When we hear council members attempting to stifle public input by limiting the number of speakers or trying to manipulate public comments by limiting the length of each, when agendas are adjusted in clear attempts to reduce public reactions, and when we see council members on the dais doing things other than paying attention to the current speaker, we know frustration when we see it.

Bever's outburst should serve as a lesson to the nine candidates who are running for three open spots on the council: If you believe you are immune to similar behavior and will always conduct yourself with more decorum, think again. A seat on the council today is not what it was, say, 10 years ago.

If you are elected, please don't ever complain publicly about the length or number of public comments. Public comments are democracy in action, a chance for citizens to tell you directly what they think, and if you aren't willing to withstand the criticism for at least four years — all of it by any number of speakers — drop out of the race now.
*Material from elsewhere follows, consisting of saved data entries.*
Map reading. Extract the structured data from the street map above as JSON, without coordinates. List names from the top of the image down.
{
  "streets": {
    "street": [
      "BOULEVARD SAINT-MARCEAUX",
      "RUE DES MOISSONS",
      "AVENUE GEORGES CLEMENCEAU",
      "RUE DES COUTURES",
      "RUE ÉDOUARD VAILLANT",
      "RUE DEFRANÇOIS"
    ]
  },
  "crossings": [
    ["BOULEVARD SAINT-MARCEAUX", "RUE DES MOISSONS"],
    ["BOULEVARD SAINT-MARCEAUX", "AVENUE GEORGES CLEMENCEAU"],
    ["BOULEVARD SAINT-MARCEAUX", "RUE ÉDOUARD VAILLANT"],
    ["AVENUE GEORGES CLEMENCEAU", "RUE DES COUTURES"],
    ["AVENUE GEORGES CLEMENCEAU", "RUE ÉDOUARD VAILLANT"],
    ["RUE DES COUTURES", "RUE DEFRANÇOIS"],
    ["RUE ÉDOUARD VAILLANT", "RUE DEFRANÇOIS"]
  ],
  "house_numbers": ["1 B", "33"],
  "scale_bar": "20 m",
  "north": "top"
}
If you are elected, you give up the right to limit public input. You are hereby served with notice that on some occasions, there may be a long line of people waiting to weigh in on a certain issue.

So deal with it by showing them the respect they deserve. If you don't know if you can do that twice a month for four years, quit the race now.

Here, though, I do take the side of those council members who over the years have asked speakers to avoid repeating the arguments or opinions of speakers before them.

Fellow Costa Mesa residents, there is a three-minute speaker limit. It is a limit, not a requirement, and if your point has already been made, simply get up, say what you support or do not support, and then sit down.

And candidates: Absolutely, positively, don't ever complain about the amount of time you are putting in as a member of the council.

The current council is no place for the weak. Gone are the days when we could look forward to bon mots from former Mayor Peter Buffa or when we could count on Joe Erickson setting the gentlemanly tone of each meeting with calming influence. Back then, though, there was no recession and decision-making was a lot easier — everyone was a hero.

Bever appears burnt out, and it's good for him and good for the city that he will not be back on the dais after this term.

But let this be a warning to all candidates: The council is a very hot kitchen and if you don't do well in the heat, get out now.